> About this exercise
Search string "Enumerate": state how many lines in the material below contain it, and nothing else.
:: Material for this task ::
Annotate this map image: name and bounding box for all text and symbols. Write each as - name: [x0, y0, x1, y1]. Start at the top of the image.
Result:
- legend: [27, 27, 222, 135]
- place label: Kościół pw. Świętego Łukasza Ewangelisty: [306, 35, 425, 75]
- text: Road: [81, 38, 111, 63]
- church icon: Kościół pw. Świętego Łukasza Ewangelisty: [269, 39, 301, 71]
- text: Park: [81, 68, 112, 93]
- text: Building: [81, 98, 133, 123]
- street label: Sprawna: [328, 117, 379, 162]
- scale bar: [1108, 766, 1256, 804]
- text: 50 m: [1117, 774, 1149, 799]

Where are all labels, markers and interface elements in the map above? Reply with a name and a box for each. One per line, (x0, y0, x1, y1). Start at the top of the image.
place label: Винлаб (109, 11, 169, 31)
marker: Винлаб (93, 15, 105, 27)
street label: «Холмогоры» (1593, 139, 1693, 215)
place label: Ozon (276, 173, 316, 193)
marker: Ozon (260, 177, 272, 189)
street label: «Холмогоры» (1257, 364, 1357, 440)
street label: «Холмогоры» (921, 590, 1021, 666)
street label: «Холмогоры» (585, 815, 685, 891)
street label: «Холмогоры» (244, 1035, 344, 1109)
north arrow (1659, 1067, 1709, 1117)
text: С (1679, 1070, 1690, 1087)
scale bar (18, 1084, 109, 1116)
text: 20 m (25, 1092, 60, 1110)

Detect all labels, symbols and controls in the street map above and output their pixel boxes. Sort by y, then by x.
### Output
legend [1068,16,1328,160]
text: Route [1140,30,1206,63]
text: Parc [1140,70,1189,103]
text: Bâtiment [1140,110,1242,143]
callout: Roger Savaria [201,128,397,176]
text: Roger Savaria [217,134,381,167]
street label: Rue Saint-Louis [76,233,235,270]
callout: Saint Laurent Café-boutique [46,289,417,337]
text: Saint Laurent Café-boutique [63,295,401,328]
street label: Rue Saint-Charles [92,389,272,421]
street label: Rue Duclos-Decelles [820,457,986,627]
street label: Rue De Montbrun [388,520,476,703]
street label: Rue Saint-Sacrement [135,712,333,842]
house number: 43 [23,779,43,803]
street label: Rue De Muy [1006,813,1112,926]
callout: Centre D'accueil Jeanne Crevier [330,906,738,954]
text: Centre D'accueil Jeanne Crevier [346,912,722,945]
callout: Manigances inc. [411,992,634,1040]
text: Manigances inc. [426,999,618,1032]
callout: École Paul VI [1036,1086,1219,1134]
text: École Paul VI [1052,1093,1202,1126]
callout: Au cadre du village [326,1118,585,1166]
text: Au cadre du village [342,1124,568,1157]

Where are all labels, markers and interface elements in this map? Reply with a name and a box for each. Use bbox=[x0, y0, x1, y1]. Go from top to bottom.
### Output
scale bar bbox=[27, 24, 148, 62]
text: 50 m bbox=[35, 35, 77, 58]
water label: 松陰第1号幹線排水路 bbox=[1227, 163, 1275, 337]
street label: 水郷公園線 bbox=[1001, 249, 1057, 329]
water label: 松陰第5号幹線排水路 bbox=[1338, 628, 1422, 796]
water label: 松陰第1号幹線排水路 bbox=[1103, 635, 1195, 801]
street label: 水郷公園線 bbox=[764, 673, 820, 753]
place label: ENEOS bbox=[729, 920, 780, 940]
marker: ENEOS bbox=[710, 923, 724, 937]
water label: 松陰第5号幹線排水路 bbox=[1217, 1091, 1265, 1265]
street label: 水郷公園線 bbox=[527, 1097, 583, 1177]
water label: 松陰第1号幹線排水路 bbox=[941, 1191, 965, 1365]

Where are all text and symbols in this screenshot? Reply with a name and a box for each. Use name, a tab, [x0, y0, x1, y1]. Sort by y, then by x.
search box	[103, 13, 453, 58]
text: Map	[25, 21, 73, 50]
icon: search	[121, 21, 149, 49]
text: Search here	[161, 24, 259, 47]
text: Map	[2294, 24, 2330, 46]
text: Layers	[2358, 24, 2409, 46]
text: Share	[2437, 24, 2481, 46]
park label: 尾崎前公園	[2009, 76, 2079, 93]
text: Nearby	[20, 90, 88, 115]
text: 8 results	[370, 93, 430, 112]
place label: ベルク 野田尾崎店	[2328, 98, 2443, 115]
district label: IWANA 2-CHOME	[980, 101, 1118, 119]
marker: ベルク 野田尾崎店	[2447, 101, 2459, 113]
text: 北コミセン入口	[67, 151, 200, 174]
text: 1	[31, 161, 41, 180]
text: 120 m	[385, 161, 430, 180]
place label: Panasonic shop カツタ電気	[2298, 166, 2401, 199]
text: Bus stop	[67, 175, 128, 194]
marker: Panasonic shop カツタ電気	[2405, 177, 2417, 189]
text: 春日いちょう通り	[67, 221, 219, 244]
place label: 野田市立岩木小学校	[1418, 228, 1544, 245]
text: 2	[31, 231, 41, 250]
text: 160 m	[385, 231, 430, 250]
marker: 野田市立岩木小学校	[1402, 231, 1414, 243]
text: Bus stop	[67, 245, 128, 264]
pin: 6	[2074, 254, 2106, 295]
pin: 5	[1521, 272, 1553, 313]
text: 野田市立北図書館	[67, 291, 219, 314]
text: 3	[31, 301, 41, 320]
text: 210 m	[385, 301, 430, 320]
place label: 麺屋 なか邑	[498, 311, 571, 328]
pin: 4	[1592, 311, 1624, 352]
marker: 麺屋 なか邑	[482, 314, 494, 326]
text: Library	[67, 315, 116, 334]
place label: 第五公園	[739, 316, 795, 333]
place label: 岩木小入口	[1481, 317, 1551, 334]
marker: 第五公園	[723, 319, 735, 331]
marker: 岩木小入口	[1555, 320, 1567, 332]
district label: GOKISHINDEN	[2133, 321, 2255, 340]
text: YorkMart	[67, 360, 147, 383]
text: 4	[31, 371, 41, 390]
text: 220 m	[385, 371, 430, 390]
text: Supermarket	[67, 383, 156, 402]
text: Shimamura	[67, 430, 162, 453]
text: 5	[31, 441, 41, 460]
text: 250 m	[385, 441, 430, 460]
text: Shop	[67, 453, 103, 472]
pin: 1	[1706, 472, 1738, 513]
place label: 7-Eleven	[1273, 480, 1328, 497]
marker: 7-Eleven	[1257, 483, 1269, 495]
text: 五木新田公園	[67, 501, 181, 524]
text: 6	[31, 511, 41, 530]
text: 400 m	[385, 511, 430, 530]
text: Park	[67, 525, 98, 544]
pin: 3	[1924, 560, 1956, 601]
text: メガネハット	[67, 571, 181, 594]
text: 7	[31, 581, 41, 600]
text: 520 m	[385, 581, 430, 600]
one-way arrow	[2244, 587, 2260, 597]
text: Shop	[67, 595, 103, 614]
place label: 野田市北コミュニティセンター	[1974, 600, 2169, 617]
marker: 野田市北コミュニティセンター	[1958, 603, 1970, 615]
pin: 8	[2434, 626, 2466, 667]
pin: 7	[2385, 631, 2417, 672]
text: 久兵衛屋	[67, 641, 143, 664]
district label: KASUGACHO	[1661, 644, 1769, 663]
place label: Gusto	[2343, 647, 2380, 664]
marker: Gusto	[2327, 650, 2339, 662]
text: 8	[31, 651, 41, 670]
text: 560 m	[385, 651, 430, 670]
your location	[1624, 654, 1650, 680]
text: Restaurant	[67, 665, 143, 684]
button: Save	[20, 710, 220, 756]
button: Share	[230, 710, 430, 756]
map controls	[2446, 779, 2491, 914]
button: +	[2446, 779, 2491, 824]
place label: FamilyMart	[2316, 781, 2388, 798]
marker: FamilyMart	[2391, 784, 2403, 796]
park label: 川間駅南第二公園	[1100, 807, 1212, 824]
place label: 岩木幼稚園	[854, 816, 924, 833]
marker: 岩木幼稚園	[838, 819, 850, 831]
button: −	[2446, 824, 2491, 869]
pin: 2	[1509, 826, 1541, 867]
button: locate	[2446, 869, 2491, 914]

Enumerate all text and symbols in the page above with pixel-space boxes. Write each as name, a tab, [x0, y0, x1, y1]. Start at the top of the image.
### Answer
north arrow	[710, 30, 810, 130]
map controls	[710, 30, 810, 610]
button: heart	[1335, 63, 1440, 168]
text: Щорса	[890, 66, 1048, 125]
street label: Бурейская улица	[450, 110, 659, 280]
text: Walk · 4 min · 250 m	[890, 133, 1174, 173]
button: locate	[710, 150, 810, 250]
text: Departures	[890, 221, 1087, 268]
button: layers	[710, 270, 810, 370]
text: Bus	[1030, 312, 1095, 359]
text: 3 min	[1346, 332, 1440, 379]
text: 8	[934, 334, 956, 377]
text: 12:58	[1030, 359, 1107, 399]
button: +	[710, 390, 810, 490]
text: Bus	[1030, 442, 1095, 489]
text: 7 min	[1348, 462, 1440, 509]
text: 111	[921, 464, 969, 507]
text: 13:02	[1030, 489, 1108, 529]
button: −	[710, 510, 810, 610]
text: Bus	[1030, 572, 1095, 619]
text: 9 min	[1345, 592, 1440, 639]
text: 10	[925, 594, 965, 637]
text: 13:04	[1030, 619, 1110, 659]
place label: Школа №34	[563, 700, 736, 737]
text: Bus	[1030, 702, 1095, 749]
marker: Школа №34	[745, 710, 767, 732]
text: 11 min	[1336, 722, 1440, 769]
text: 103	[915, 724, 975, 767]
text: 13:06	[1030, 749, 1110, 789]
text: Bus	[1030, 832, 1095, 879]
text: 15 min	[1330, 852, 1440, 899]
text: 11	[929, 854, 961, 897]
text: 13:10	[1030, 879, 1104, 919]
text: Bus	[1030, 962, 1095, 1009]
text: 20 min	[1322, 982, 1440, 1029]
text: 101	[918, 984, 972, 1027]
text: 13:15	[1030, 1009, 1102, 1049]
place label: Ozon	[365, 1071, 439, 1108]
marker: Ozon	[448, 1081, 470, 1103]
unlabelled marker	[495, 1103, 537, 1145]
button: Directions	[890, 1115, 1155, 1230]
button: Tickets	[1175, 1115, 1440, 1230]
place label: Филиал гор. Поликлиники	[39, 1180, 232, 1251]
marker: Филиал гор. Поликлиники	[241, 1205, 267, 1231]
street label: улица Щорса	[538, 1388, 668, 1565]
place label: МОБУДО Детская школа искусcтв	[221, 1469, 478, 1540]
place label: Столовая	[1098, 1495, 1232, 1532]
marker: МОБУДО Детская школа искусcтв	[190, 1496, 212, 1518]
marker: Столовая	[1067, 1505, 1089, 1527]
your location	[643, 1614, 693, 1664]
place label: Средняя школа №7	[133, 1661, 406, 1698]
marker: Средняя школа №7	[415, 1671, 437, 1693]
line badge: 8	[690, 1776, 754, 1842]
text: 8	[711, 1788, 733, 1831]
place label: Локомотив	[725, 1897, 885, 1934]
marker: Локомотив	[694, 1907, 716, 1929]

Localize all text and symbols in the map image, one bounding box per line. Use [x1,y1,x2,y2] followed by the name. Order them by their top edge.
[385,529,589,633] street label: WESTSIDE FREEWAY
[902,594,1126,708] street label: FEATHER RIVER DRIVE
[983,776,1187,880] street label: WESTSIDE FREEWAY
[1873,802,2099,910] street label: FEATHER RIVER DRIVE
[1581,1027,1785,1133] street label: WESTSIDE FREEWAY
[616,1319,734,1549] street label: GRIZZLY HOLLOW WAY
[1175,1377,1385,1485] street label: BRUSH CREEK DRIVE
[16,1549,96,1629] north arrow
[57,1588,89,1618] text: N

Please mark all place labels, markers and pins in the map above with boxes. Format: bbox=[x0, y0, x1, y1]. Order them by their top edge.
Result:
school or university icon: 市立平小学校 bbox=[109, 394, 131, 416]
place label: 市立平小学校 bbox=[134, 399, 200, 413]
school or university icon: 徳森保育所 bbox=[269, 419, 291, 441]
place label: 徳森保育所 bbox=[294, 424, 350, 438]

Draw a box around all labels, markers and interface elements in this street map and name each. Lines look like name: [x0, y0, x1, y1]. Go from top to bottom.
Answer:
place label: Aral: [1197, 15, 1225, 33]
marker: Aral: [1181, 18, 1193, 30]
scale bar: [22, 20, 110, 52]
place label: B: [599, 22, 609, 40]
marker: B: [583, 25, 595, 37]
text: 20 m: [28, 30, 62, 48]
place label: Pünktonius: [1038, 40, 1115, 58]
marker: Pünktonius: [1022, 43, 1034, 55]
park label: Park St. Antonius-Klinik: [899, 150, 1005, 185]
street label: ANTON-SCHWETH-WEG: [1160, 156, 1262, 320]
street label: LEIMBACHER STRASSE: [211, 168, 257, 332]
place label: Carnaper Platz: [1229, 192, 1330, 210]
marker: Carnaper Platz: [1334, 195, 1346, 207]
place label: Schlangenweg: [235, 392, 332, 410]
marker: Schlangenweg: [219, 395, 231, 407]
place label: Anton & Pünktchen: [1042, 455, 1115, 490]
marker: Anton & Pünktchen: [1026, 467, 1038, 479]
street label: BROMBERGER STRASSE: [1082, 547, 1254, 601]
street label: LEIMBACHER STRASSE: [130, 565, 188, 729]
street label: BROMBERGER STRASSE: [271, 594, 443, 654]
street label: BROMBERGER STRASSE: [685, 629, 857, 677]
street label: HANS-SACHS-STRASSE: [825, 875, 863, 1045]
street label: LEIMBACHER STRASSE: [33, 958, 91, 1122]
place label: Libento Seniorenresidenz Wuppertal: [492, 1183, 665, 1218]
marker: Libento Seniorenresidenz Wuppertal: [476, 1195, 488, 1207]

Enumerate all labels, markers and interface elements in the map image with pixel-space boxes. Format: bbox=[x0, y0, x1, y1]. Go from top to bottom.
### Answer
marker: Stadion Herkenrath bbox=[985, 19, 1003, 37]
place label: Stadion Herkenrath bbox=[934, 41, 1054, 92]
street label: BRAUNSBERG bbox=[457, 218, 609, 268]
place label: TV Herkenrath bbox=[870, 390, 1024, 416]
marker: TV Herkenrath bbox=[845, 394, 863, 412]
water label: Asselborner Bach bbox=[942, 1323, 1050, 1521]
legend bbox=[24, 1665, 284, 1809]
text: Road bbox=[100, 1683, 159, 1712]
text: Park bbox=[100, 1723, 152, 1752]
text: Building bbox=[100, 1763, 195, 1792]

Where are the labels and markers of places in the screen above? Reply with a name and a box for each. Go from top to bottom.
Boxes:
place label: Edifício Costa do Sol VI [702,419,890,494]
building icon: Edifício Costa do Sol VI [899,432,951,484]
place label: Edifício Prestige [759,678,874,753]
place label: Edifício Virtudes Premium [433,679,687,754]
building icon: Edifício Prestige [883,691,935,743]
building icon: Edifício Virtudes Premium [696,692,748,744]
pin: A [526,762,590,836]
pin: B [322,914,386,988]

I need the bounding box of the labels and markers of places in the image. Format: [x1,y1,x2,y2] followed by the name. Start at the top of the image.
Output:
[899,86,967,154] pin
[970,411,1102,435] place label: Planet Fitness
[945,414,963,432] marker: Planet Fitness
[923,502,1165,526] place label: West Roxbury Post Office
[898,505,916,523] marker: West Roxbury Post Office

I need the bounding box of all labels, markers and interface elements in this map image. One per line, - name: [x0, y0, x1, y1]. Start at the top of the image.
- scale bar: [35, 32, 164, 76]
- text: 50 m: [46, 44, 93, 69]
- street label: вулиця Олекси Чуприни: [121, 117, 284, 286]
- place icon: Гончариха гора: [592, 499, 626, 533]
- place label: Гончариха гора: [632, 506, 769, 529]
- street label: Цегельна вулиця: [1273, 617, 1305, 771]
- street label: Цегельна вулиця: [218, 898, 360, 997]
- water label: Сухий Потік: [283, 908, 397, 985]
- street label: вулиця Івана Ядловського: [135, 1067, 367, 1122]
:::
> Output for this exercise
2